--- START ---

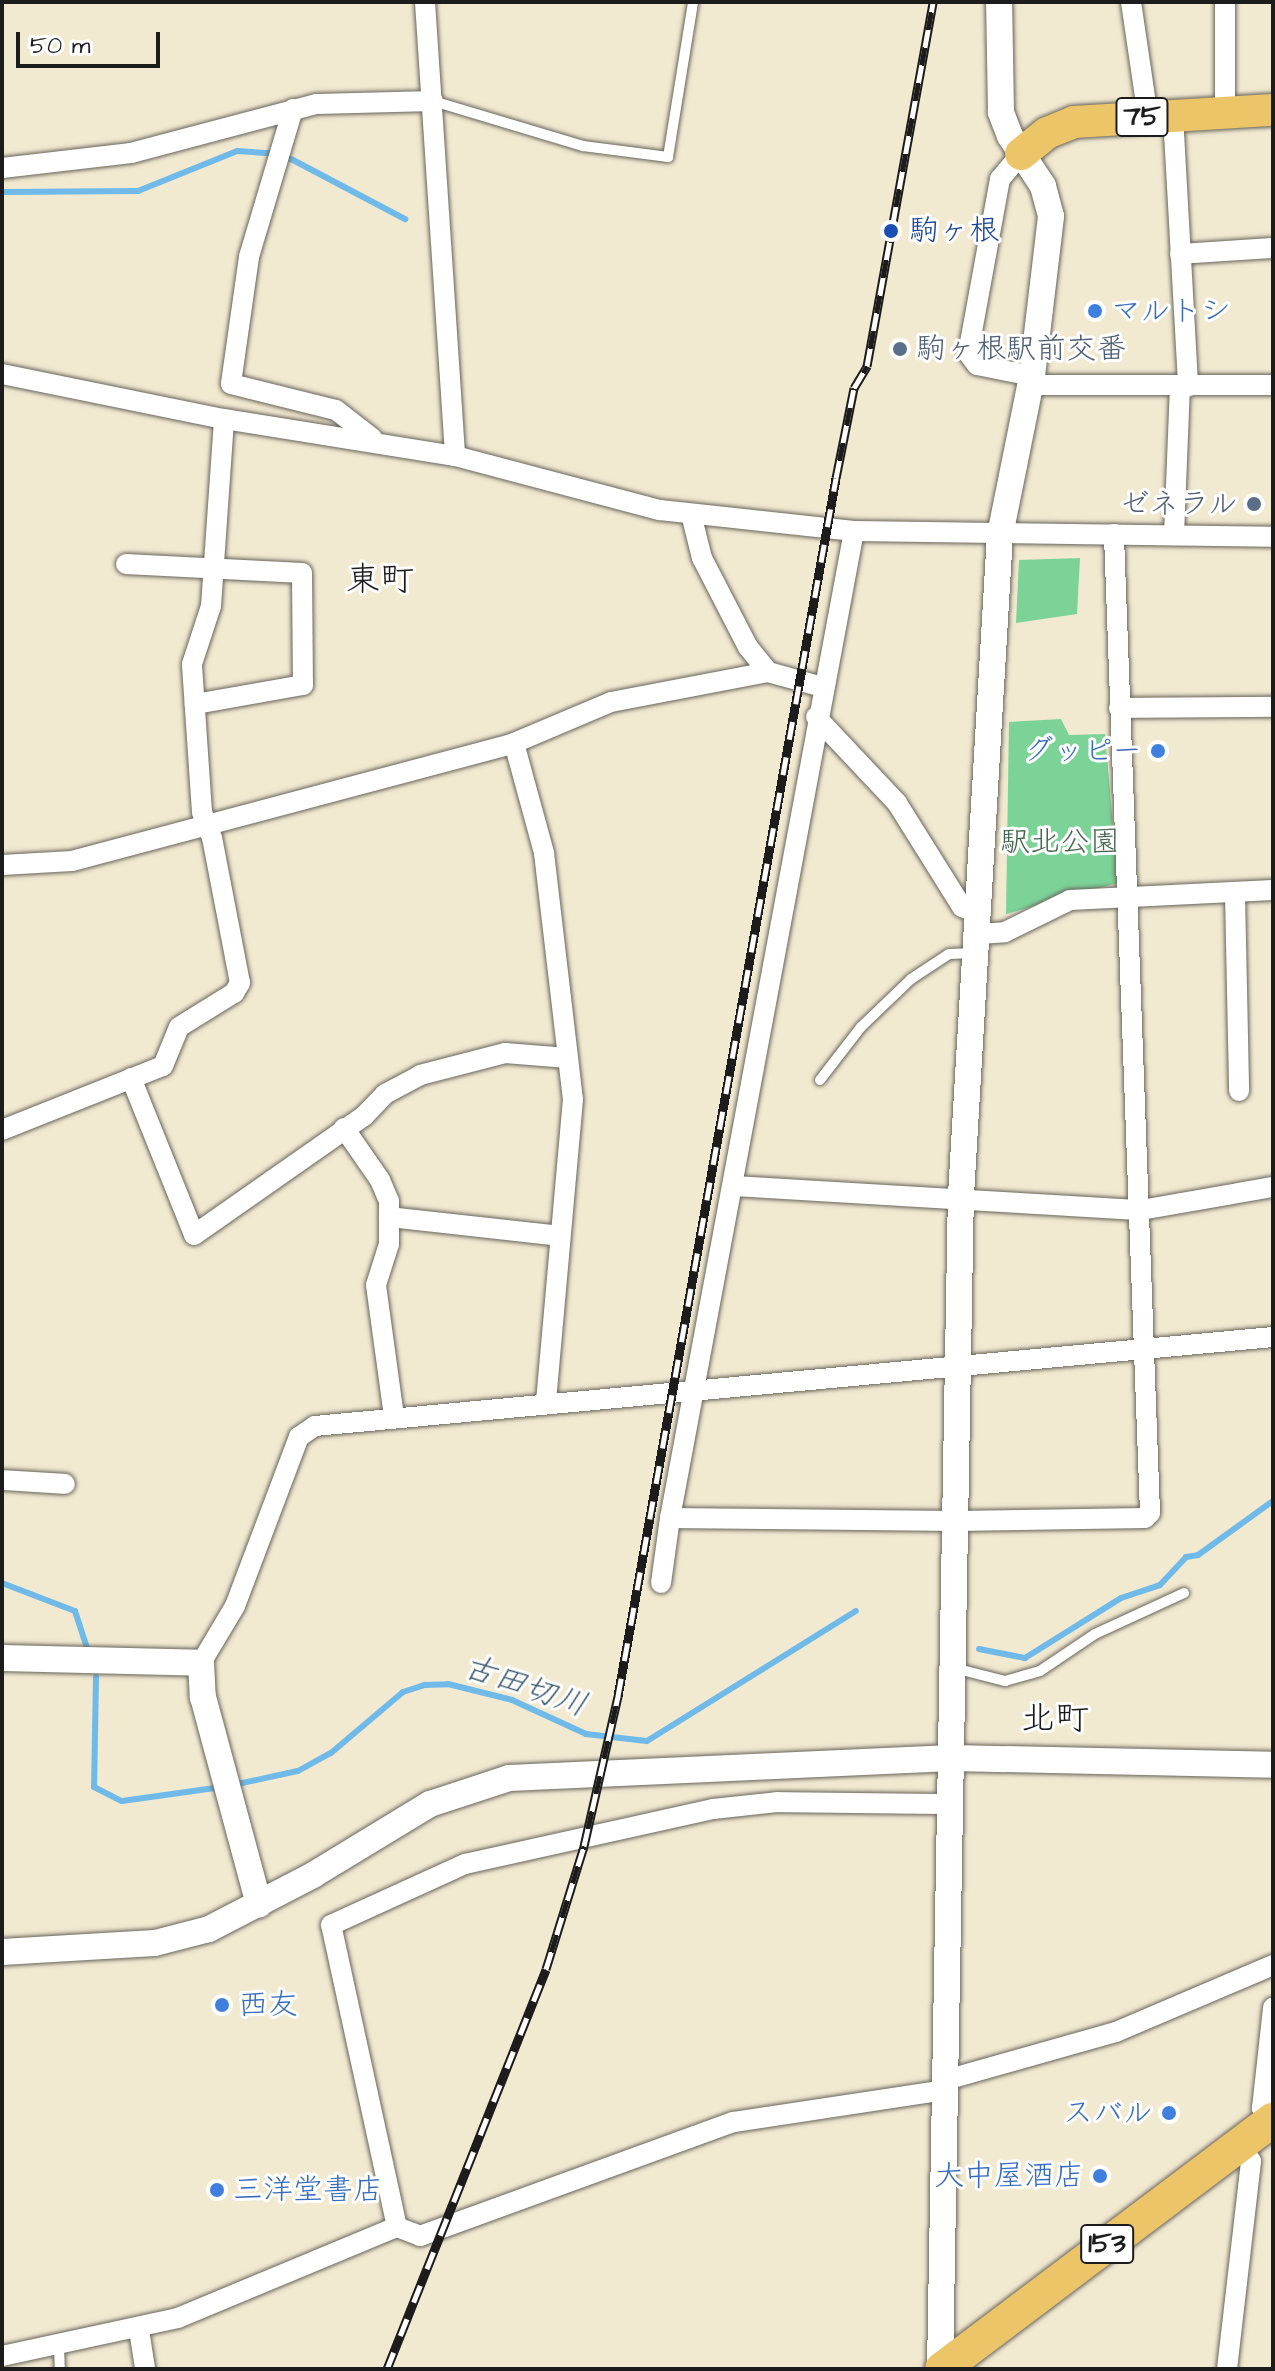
<!DOCTYPE html>
<meta charset="utf-8">
<style>
body{margin:0}
#map{position:relative;width:1275px;height:2371px;overflow:hidden;background:#f2e9d1;font-family:"Architects Daughter","Klee One",sans-serif}
div>[style]{position:absolute}
.green>*{inset:0;background:#7cd397}
.stream>*{height:6px;margin:-3px;padding:0 3px;transform-origin:3px;border-radius:3px;background:#70bae9}
.roads{filter:drop-shadow(0 0 2px #67645b) drop-shadow(0 0 2px #67645b)}
.service>*{height:10px;margin:-5px;padding:0 5px;transform-origin:5px;border-radius:5px;background:#fff}
.minor>*{height:20px;margin:-10px;padding:0 10px;transform-origin:10px;border-radius:10px;background:#fff}
.tertiary>*{height:26px;margin:-13px;padding:0 13px;transform-origin:13px;border-radius:13px;background:#fff}
.primary>*{height:32px;margin:-16px;padding:0 16px;transform-origin:16px;border-radius:16px;background:#edc569}
.trunk>*{height:34px;margin:-17px;padding:0 17px;transform-origin:17px;border-radius:17px;background:#edc569}
.rail>*{height:9px;margin-top:-4.5px;transform-origin:0;background:repeating-linear-gradient(90deg,#fff 0 18px,#1c1c1c 0 36px);box-sizing:border-box;border-block:2px solid #1c1c1c}
.dots>*{width:22px;height:22px;translate:-50% -50%;box-sizing:border-box;border:4px solid #fff;border-radius:50%}
span{translate:-50% -50%;white-space:nowrap;text-align:center;line-height:1.15;-webkit-text-stroke:6px #fff;paint-order:stroke}
.shield-label span{padding:2px 6px;background:#fff;border:2px solid;border-radius:6px;-webkit-text-stroke-width:0}
.shield-label{font-size:28px;color:#1c1c1c;font-weight:700}
.transit-label{font-size:30px;color:#164399}
.left{translate:0 -50%;text-align:left}
.shop-label{font-size:30px;color:#366cbe}
.right{translate:-100% -50%;text-align:right}
.service-label{font-size:30px;color:#4e5e75}
.park-label{font-size:30px;color:#42654d}
.water-label{font-size:32px;color:#3e5b6e;font-style:italic}
.quarter-label{font-size:34px;color:#1c1c1c}
.frame{position:absolute;inset:0;border:4px solid #1c1c1c;pointer-events:none}
.scale{position:absolute;left:16px;top:32px;width:144px;height:36px;box-sizing:border-box;border:4px solid #1c1c1c;border-top:0;padding-left:10px;font-size:24px;line-height:28px;white-space:nowrap;color:#1c1c1c;-webkit-text-stroke:6px #fff;paint-order:stroke}
</style>
<div id="map">
<div class="green">
<div style="clip-path:polygon(1080px 558px,1077px 614px,1016px 623px,1019px 560px)"></div>
<div style="clip-path:polygon(1061px 719px,1069px 735px,1105px 734px,1118px 883px,1006px 914px,1009px 722px)"></div>
</div>
<div class="stream">
<div style="left:2px;top:192px;width:136px;rotate:-0.4deg"></div>
<div style="left:138px;top:191px;width:107px;rotate:-22deg"></div>
<div style="left:237px;top:151px;width:32px;rotate:4deg"></div>
<div style="left:269px;top:153px;width:25px;rotate:16deg"></div>
<div style="left:293px;top:160px;width:127px;rotate:27.8deg"></div>
<div style="left:2px;top:1583px;width:78px;rotate:21deg"></div>
<div style="left:75px;top:1611px;width:38px;rotate:72deg"></div>
<div style="left:979px;top:1649px;width:47px;rotate:11.1deg"></div>
<div style="left:1025px;top:1658px;width:113px;rotate:-32deg"></div>
<div style="left:1121px;top:1598px;width:41px;rotate:-18.4deg"></div>
<div style="left:1160px;top:1585px;width:38px;rotate:-47deg"></div>
<div style="left:1186px;top:1557px;width:12px;rotate:-9deg"></div>
<div style="left:1198px;top:1555px;width:92px;rotate:-35.8deg"></div>
<div style="left:96px;top:1677px;width:110px;rotate:91deg"></div>
<div style="left:94px;top:1787px;width:31px;rotate:27deg"></div>
<div style="left:122px;top:1801px;width:101px;rotate:-8deg"></div>
<div style="left:233px;top:1785px;width:66px;rotate:-12.2deg"></div>
<div style="left:298px;top:1771px;width:38px;rotate:-29deg"></div>
<div style="left:331px;top:1753px;width:94px;rotate:-40.3deg"></div>
<div style="left:403px;top:1692px;width:23px;rotate:-18deg"></div>
<div style="left:425px;top:1685px;width:23px;rotate:-2deg"></div>
<div style="left:448px;top:1684px;width:66px;rotate:14deg"></div>
<div style="left:512px;top:1700px;width:81px;rotate:24.7deg"></div>
<div style="left:586px;top:1734px;width:61px;rotate:6.5deg"></div>
<div style="left:647px;top:1741px;width:246px;rotate:-31.9deg"></div>
</div>
<div class="roads">
<div class="service">
<div style="left:433px;top:101px;width:157px;rotate:16.7deg"></div>
<div style="left:583px;top:146px;width:86px;rotate:7.4deg"></div>
<div style="left:668px;top:157px;width:157px;rotate:-80.8deg"></div>
<div style="left:820px;top:1080px;width:67px;rotate:-52.3deg"></div>
<div style="left:861px;top:1027px;width:69px;rotate:-43.8deg"></div>
<div style="left:911px;top:979px;width:45px;rotate:-33.3deg"></div>
<div style="left:949px;top:954px;width:27px;rotate:-2deg"></div>
<div style="left:954px;top:1668px;width:53px;rotate:14.3deg"></div>
<div style="left:1005px;top:1681px;width:36px;rotate:-16deg"></div>
<div style="left:1040px;top:1671px;width:66px;rotate:-33.9deg"></div>
<div style="left:1095px;top:1634px;width:98px;rotate:-24.7deg"></div>
<div style="left:59px;top:2346px;width:23px;rotate:88deg"></div>
</div>
<div class="minor">
<div style="left:425px;top:2px;width:455px;rotate:86.2deg"></div>
<div style="left:1131px;top:2px;width:116px;rotate:81.6deg"></div>
<div style="left:293px;top:109px;width:154px;rotate:106.6deg"></div>
<div style="left:249px;top:257px;width:128px;rotate:98.1deg"></div>
<div style="left:231px;top:384px;width:108px;rotate:13.9deg"></div>
<div style="left:336px;top:410px;width:46px;rotate:37.9deg"></div>
<div style="left:1225px;top:112px;width:110px;rotate:-90deg"></div>
<div style="left:1173px;top:115px;width:272px;rotate:86.8deg"></div>
<div style="left:1021px;top:154px;width:33px;rotate:130deg"></div>
<div style="left:1000px;top:179px;width:177px;rotate:100.4deg"></div>
<div style="left:968px;top:353px;width:15px;rotate:53deg"></div>
<div style="left:977px;top:365px;width:56px;rotate:11.3deg"></div>
<div style="left:2px;top:168px;width:130px;rotate:-6.6deg"></div>
<div style="left:131px;top:153px;width:192px;rotate:-14.8deg"></div>
<div style="left:317px;top:104px;width:116px;rotate:-1.5deg"></div>
<div style="left:1180px;top:254px;width:93px;rotate:-3.7deg"></div>
<div style="left:2px;top:374px;width:227px;rotate:11.5deg"></div>
<div style="left:224px;top:419px;width:234px;rotate:9.1deg"></div>
<div style="left:455px;top:456px;width:212px;rotate:14.8deg"></div>
<div style="left:660px;top:510px;width:195px;rotate:6.2deg"></div>
<div style="left:854px;top:531px;width:419px;rotate:0.8deg"></div>
<div style="left:1030px;top:385px;width:243px"></div>
<div style="left:691px;top:514px;width:45px;rotate:76deg"></div>
<div style="left:702px;top:558px;width:100px;rotate:62.7deg"></div>
<div style="left:748px;top:647px;width:32px;rotate:51deg"></div>
<div style="left:768px;top:672px;width:57px;rotate:15.3deg"></div>
<div style="left:854px;top:531px;width:1004px;rotate:100.56deg"></div>
<div style="left:670px;top:1518px;width:287px;rotate:0.6deg"></div>
<div style="left:957px;top:1521px;width:188px;rotate:-0.9deg"></div>
<div style="left:1145px;top:1518px;width:7px;rotate:-45deg"></div>
<div style="left:1150px;top:1513px;width:980px;rotate:-92.11deg"></div>
<div style="left:1174px;top:535px;width:148px;rotate:-87.7deg"></div>
<div style="left:126px;top:564px;width:176px;rotate:2.9deg"></div>
<div style="left:302px;top:573px;width:112px;rotate:89.5deg"></div>
<div style="left:303px;top:685px;width:110px;rotate:170deg"></div>
<div style="left:1119px;top:708px;width:154px;rotate:-0.4deg"></div>
<div style="left:816px;top:717px;width:118px;rotate:46.7deg"></div>
<div style="left:897px;top:803px;width:123px;rotate:58deg"></div>
<div style="left:962px;top:907px;width:19px;rotate:21deg"></div>
<div style="left:514px;top:743px;width:114px;rotate:74.7deg"></div>
<div style="left:544px;top:853px;width:248px;rotate:83.3deg"></div>
<div style="left:573px;top:1099px;width:304px;rotate:95.1deg"></div>
<div style="left:2px;top:865px;width:70px;rotate:-3.3deg"></div>
<div style="left:72px;top:861px;width:457px;rotate:-14.9deg"></div>
<div style="left:514px;top:743px;width:105px;rotate:-22.9deg"></div>
<div style="left:611px;top:702px;width:160px;rotate:-10.8deg"></div>
<div style="left:1235px;top:894px;width:197px;rotate:88.8deg"></div>
<div style="left:979px;top:934px;width:26px;rotate:-4deg"></div>
<div style="left:1005px;top:932px;width:72px;rotate:-26.2deg"></div>
<div style="left:1070px;top:900px;width:203px;rotate:-2.8deg"></div>
<div style="left:131px;top:1078px;width:169px;rotate:68.1deg"></div>
<div style="left:194px;top:1235px;width:208px;rotate:-35deg"></div>
<div style="left:364px;top:1116px;width:30px;rotate:-46deg"></div>
<div style="left:385px;top:1094px;width:40px;rotate:-28deg"></div>
<div style="left:420px;top:1075px;width:88px;rotate:-14.5deg"></div>
<div style="left:505px;top:1053px;width:63px;rotate:4.5deg"></div>
<div style="left:344px;top:1128px;width:63px;rotate:55.3deg"></div>
<div style="left:380px;top:1180px;width:23px;rotate:67deg"></div>
<div style="left:389px;top:1201px;width:43px;rotate:90deg"></div>
<div style="left:389px;top:1244px;width:43px;rotate:107.6deg"></div>
<div style="left:376px;top:1285px;width:132px;rotate:82.2deg"></div>
<div style="left:2px;top:1130px;width:173px;rotate:-21.7deg"></div>
<div style="left:163px;top:1066px;width:42px;rotate:-67.7deg"></div>
<div style="left:179px;top:1027px;width:65px;rotate:-31.7deg"></div>
<div style="left:234px;top:993px;width:12px;rotate:-59deg"></div>
<div style="left:240px;top:983px;width:148px;rotate:-100.9deg"></div>
<div style="left:212px;top:838px;width:28px;rotate:-111deg"></div>
<div style="left:202px;top:812px;width:148px;rotate:-93.9deg"></div>
<div style="left:192px;top:664px;width:61px;rotate:-71.9deg"></div>
<div style="left:211px;top:606px;width:187px;rotate:-86deg"></div>
<div style="left:734px;top:1186px;width:408px;rotate:3.4deg"></div>
<div style="left:1141px;top:1210px;width:134px;rotate:-9.9deg"></div>
<div style="left:389px;top:1217px;width:172px;rotate:6.3deg"></div>
<div style="left:2px;top:1480px;width:63px;rotate:3.6deg"></div>
<div style="left:661px;top:1583px;width:66px;rotate:-82.1deg"></div>
<div style="left:201px;top:1663px;width:66px;rotate:-59.2deg"></div>
<div style="left:235px;top:1606px;width:181px;rotate:-69.3deg"></div>
<div style="left:299px;top:1437px;width:19px;rotate:-35deg"></div>
<div style="left:315px;top:1426px;width:962px;rotate:-5.31deg"></div>
<div style="left:946px;top:2080px;width:177px;rotate:-15.8deg"></div>
<div style="left:1116px;top:2032px;width:171px;rotate:-23.1deg"></div>
<div style="left:1271px;top:2122px;width:17px;rotate:-123deg"></div>
<div style="left:1262px;top:2108px;width:101px;rotate:-83.7deg"></div>
<div style="left:397px;top:2227px;width:25px;rotate:21deg"></div>
<div style="left:420px;top:2236px;width:334px;rotate:-20deg"></div>
<div style="left:734px;top:2122px;width:213px;rotate:-8.6deg"></div>
<div style="left:139px;top:2330px;width:39px;rotate:81deg"></div>
<div style="left:2px;top:2356px;width:180px;rotate:-12.2deg"></div>
<div style="left:178px;top:2318px;width:237px;rotate:-22.6deg"></div>
<div style="left:397px;top:2227px;width:309px;rotate:-102.3deg"></div>
<div style="left:331px;top:1925px;width:147px;rotate:-24.5deg"></div>
<div style="left:465px;top:1864px;width:254px;rotate:-12.5deg"></div>
<div style="left:713px;top:1809px;width:64px;rotate:-6.2deg"></div>
<div style="left:777px;top:1802px;width:174px;rotate:0.7deg"></div>
<div style="left:1227px;top:2369px;width:209px;rotate:-83.4deg"></div>
<div style="left:1251px;top:2161px;width:18px;rotate:-128deg"></div>
</div>
<div class="tertiary">
<div style="left:2px;top:1658px;width:199px;rotate:1.4deg"></div>
<div style="left:201px;top:1663px;width:34px;rotate:87deg"></div>
<div style="left:203px;top:1697px;width:215px;rotate:74.9deg"></div>
<div style="left:2px;top:1952px;width:153px;rotate:-3.4deg"></div>
<div style="left:155px;top:1943px;width:56px;rotate:-14.5deg"></div>
<div style="left:209px;top:1929px;width:117px;rotate:-27.4deg"></div>
<div style="left:313px;top:1875px;width:137px;rotate:-31.3deg"></div>
<div style="left:430px;top:1804px;width:83px;rotate:-18.2deg"></div>
<div style="left:509px;top:1778px;width:443px;rotate:-2.6deg"></div>
<div style="left:952px;top:1758px;width:321px;rotate:1.2deg"></div>
<div style="left:940px;top:2369px;width:1174px;rotate:-88.98deg"></div>
<div style="left:961px;top:1195px;width:661px;rotate:-86.62deg"></div>
<div style="left:1000px;top:535px;width:162px;rotate:-78.6deg"></div>
<div style="left:1032px;top:376px;width:161px;rotate:-83.2deg"></div>
<div style="left:1051px;top:216px;width:31px;rotate:-105deg"></div>
<div style="left:1043px;top:186px;width:60px;rotate:-123.4deg"></div>
<div style="left:1010px;top:136px;width:26px;rotate:-111deg"></div>
<div style="left:1001px;top:112px;width:110px;rotate:-91deg"></div>
</div>
<div class="primary">
<div style="left:1021px;top:154px;width:33px;rotate:-39deg"></div>
<div style="left:1047px;top:133px;width:29px;rotate:-22deg"></div>
<div style="left:1074px;top:122px;width:199px;rotate:-3.5deg"></div>
</div>
<div class="trunk">
<div style="left:942px;top:2369px;width:414px;rotate:-37deg"></div>
</div>
</div>
<div class="rail">
<div style="left:387px;top:2369px;width:430px;rotate:-68.3deg"></div>
<div style="left:546px;top:1969px;width:129px;rotate:-72.8deg"></div>
<div style="left:584px;top:1846px;width:154px;rotate:-77.2deg"></div>
<div style="left:618px;top:1696px;width:1237px;rotate:-79.85deg"></div>
<div style="left:836px;top:478px;width:92px;rotate:-78.7deg"></div>
<div style="left:854px;top:388px;width:26px;rotate:-59deg"></div>
<div style="left:867px;top:366px;width:370px;rotate:-79.7deg"></div>
</div>
<div class="dots">
<div style="left:891px;top:231px;background:#1a4fb4"></div>
<div style="left:1095px;top:311px;background:#3f7fe0"></div>
<div style="left:900px;top:349px;background:#5c6f8a"></div>
<div style="left:1254px;top:504px;background:#5c6f8a"></div>
<div style="left:1158px;top:751px;background:#3f7fe0"></div>
<div style="left:222px;top:2005px;background:#3f7fe0"></div>
<div style="left:1169px;top:2113px;background:#3f7fe0"></div>
<div style="left:1100px;top:2176px;background:#3f7fe0"></div>
<div style="left:217px;top:2190px;background:#3f7fe0"></div>
</div>
<div class="shield-label">
<span style="left:1142px;top:117px">75</span>
<span style="left:1107px;top:2244px">153</span>
</div>
<div class="transit-label">
<span class="left" style="left:909px;top:231px">駒ヶ根</span>
</div>
<div class="shop-label">
<span class="left" style="left:1111px;top:311px">マルトシ</span>
<span class="right" style="left:1142px;top:751px">グッピー</span>
<span class="left" style="left:238px;top:2005px">西友</span>
<span class="right" style="left:1153px;top:2113px">スバル</span>
<span class="right" style="left:1084px;top:2176px">大中屋酒店</span>
<span class="left" style="left:233px;top:2190px">三洋堂書店</span>
</div>
<div class="service-label">
<span class="left" style="left:916px;top:349px">駒ヶ根駅前交番</span>
<span class="right" style="left:1238px;top:504px">ゼネラル</span>
</div>
<div class="park-label">
<span style="left:1060px;top:842px">駅北公園</span>
</div>
<div class="water-label">
<span style="left:525px;top:1687px;rotate:19deg">古田切川</span>
</div>
<div class="quarter-label">
<span style="left:380px;top:581px">東町</span>
<span style="left:1055px;top:1720px">北町</span>
</div>
<div class="frame"></div>
<div class="scale">50 m</div>
</div>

--- END ---

• [Work to complete]: Would you count the lines of the listing above that hold the string "water" and give only the resulting number?

• [Exercise output]: 2